#### [YOUR OBJECTIVE]
Where the word "bottom" occurs in a line of the listing, please copy the line.

#### [EXERCISE INPUT]

= Beginning of Section =

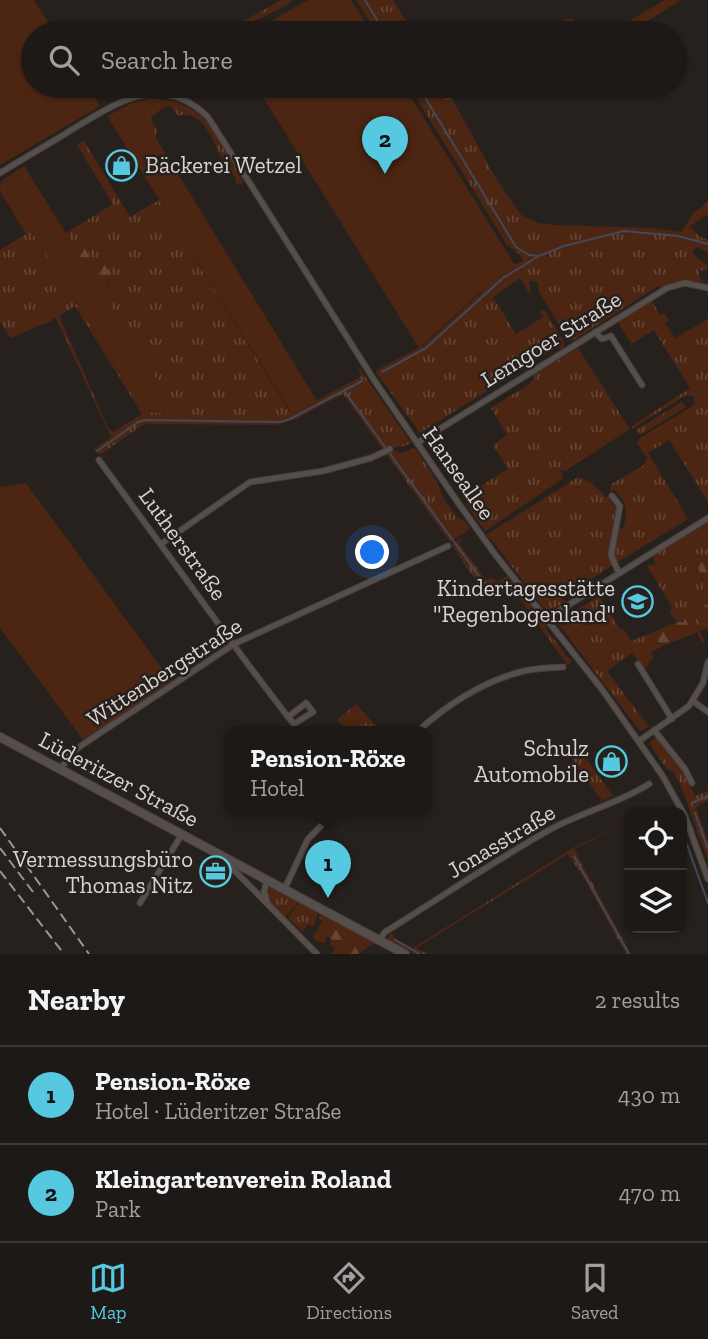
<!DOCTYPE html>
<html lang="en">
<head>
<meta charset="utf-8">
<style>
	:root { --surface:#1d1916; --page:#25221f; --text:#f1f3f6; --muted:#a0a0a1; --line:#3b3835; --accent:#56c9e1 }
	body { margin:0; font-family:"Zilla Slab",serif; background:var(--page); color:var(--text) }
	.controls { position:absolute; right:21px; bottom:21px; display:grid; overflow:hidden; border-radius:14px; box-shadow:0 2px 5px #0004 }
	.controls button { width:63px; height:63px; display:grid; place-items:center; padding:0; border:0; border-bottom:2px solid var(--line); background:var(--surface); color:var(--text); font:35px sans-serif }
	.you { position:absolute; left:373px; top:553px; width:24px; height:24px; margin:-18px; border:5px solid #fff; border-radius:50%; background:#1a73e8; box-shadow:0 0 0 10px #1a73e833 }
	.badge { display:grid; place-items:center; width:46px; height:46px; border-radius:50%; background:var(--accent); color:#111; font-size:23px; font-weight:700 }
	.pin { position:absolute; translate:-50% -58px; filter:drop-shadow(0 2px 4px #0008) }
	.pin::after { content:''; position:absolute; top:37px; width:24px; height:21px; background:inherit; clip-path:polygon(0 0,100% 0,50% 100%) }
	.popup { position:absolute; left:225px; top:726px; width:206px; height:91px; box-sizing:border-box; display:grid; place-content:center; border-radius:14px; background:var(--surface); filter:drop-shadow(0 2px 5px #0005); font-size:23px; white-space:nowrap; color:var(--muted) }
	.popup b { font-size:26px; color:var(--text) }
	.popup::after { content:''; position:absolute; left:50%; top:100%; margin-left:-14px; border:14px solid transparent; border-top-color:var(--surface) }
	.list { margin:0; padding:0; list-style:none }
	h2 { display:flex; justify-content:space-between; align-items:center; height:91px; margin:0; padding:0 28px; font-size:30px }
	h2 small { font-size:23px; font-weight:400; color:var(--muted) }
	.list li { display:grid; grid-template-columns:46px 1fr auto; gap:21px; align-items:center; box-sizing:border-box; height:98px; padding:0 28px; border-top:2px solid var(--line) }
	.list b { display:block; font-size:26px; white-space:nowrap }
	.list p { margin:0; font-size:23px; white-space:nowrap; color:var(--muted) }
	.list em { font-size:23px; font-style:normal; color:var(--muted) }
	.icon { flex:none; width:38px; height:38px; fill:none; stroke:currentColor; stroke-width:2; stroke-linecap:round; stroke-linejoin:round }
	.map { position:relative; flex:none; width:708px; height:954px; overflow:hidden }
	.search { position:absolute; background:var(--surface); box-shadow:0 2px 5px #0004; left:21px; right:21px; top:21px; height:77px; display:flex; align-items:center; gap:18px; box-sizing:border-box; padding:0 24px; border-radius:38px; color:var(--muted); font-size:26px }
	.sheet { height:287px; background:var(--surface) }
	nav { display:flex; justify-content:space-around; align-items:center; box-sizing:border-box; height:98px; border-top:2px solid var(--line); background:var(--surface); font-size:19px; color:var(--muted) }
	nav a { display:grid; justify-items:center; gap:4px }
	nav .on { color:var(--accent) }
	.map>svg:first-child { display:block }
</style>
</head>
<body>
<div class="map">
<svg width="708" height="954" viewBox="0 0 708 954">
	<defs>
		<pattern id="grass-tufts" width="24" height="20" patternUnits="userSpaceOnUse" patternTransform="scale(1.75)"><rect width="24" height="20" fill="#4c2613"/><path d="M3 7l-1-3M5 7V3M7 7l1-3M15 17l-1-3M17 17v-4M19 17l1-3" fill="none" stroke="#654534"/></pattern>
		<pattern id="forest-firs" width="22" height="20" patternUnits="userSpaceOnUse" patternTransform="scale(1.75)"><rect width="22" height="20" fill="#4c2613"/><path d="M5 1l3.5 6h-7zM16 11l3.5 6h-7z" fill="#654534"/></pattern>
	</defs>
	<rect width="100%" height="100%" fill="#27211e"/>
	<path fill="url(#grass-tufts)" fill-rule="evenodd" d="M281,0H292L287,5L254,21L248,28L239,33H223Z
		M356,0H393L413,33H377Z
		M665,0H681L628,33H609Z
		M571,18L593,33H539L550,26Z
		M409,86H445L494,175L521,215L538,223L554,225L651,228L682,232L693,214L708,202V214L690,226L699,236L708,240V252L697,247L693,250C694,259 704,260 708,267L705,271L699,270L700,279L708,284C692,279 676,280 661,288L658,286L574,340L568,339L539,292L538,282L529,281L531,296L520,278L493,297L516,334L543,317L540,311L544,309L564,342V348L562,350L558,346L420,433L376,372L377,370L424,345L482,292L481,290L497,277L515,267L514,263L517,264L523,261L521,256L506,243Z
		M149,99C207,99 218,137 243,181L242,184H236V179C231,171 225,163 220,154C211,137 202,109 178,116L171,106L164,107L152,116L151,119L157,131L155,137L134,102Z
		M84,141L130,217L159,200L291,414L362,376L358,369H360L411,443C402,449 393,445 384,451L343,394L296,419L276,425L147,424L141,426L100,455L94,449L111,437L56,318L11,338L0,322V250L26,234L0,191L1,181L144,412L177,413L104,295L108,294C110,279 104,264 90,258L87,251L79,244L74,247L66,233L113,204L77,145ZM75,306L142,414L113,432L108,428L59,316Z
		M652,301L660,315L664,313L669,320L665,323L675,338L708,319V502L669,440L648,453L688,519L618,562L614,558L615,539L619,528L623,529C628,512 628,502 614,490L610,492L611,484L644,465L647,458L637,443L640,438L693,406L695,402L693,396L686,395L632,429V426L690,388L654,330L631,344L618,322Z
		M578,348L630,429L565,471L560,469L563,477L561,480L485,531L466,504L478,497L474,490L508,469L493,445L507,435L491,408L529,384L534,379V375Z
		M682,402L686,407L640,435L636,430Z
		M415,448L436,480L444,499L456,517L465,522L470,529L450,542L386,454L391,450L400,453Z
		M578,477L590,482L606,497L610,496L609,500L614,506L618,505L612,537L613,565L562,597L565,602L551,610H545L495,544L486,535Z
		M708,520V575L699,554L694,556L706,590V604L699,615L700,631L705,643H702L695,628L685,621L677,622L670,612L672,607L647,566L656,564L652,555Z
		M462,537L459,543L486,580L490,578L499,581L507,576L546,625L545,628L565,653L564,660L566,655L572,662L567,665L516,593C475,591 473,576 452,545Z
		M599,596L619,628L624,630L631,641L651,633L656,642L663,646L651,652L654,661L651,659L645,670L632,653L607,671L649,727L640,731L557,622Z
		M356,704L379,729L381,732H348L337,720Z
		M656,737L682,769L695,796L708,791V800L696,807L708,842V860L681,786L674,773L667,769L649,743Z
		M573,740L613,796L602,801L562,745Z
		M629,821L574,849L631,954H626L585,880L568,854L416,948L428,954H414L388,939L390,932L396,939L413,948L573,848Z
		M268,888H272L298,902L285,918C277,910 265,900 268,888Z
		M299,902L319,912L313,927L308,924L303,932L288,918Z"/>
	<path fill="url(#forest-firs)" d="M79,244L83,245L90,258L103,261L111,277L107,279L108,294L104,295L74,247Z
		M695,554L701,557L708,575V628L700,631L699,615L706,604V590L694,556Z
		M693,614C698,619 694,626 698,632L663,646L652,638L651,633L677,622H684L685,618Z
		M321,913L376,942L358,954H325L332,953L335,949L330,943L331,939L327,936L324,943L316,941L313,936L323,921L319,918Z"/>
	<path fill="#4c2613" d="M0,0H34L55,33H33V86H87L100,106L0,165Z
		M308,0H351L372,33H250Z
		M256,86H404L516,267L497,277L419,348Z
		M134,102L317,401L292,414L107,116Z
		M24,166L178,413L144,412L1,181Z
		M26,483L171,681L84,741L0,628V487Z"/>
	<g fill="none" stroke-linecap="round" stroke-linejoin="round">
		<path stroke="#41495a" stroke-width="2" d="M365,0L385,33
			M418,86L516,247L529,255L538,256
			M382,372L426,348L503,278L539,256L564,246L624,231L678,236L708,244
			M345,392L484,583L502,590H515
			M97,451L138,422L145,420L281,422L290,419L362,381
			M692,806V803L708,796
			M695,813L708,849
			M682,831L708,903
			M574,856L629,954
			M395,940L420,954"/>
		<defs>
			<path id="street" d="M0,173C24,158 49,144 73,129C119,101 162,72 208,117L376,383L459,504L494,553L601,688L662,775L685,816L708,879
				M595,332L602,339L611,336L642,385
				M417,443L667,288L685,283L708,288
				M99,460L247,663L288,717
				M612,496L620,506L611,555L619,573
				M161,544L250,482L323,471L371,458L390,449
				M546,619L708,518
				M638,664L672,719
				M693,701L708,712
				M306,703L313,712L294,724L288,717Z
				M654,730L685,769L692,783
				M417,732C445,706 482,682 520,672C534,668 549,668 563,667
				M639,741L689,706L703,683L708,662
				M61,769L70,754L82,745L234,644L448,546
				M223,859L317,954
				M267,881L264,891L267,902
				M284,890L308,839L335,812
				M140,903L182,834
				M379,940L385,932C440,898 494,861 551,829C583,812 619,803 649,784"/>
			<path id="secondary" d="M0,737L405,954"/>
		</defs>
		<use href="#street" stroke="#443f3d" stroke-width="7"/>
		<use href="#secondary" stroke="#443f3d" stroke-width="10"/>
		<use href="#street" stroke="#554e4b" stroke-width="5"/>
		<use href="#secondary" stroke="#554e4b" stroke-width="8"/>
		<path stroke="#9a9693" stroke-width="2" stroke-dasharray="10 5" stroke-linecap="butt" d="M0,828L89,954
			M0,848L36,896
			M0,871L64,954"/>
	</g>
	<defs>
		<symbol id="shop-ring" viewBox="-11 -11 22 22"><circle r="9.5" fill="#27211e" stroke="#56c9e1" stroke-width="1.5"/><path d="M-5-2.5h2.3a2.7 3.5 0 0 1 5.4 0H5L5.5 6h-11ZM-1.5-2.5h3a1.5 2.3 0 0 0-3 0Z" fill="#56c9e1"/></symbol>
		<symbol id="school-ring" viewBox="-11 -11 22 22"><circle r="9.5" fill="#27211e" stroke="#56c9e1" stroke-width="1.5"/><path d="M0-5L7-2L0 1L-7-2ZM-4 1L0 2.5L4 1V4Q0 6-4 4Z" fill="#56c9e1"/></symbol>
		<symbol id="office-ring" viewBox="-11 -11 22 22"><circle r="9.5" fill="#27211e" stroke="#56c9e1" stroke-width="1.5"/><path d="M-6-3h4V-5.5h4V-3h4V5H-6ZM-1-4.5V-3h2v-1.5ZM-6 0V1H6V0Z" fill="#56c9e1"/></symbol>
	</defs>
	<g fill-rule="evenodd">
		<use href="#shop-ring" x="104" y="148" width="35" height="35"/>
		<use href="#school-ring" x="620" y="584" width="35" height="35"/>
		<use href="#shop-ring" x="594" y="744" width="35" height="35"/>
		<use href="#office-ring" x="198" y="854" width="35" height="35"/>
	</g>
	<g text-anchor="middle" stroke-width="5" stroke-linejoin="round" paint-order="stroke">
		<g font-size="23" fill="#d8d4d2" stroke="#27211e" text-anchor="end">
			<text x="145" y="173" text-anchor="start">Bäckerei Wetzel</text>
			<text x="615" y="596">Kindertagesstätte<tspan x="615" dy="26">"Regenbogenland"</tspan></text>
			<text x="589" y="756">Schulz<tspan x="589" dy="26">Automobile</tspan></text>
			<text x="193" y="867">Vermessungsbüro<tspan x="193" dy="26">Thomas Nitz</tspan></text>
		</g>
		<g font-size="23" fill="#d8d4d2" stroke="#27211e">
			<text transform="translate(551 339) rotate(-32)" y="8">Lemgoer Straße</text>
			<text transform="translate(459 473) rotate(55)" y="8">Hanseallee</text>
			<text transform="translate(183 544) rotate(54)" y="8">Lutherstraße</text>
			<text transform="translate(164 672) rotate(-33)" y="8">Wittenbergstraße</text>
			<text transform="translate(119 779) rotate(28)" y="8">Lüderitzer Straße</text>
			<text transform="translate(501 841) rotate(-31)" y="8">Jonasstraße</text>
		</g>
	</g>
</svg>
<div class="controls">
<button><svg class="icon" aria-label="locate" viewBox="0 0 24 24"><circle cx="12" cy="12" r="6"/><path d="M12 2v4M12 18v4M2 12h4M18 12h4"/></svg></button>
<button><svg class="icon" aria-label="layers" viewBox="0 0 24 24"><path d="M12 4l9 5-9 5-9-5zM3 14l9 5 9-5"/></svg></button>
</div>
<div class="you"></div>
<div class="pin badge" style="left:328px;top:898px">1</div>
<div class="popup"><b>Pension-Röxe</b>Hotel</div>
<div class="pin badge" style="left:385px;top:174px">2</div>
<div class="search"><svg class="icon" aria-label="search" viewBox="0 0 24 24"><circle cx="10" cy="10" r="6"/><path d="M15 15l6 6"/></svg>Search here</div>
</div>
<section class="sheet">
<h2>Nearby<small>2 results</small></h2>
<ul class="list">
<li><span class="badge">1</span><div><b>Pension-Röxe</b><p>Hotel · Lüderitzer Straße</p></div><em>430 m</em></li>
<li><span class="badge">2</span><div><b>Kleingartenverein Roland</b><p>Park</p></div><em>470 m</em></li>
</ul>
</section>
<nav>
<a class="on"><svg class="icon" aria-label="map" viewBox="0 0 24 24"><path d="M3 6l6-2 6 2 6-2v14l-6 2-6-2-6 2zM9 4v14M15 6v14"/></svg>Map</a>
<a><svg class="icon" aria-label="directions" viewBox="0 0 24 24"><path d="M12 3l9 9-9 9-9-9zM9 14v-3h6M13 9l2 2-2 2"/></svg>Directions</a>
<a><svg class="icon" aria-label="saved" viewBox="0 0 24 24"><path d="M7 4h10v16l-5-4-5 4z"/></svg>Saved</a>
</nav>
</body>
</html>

= End of Section =

#### [SOLUTION]
	.controls { position:absolute; right:21px; bottom:21px; display:grid; overflow:hidden; border-radius:14px; box-shadow:0 2px 5px #0004 }
	.controls button { width:63px; height:63px; display:grid; place-items:center; padding:0; border:0; border-bottom:2px solid var(--line); background:var(--surface); color:var(--text); font:35px sans-serif }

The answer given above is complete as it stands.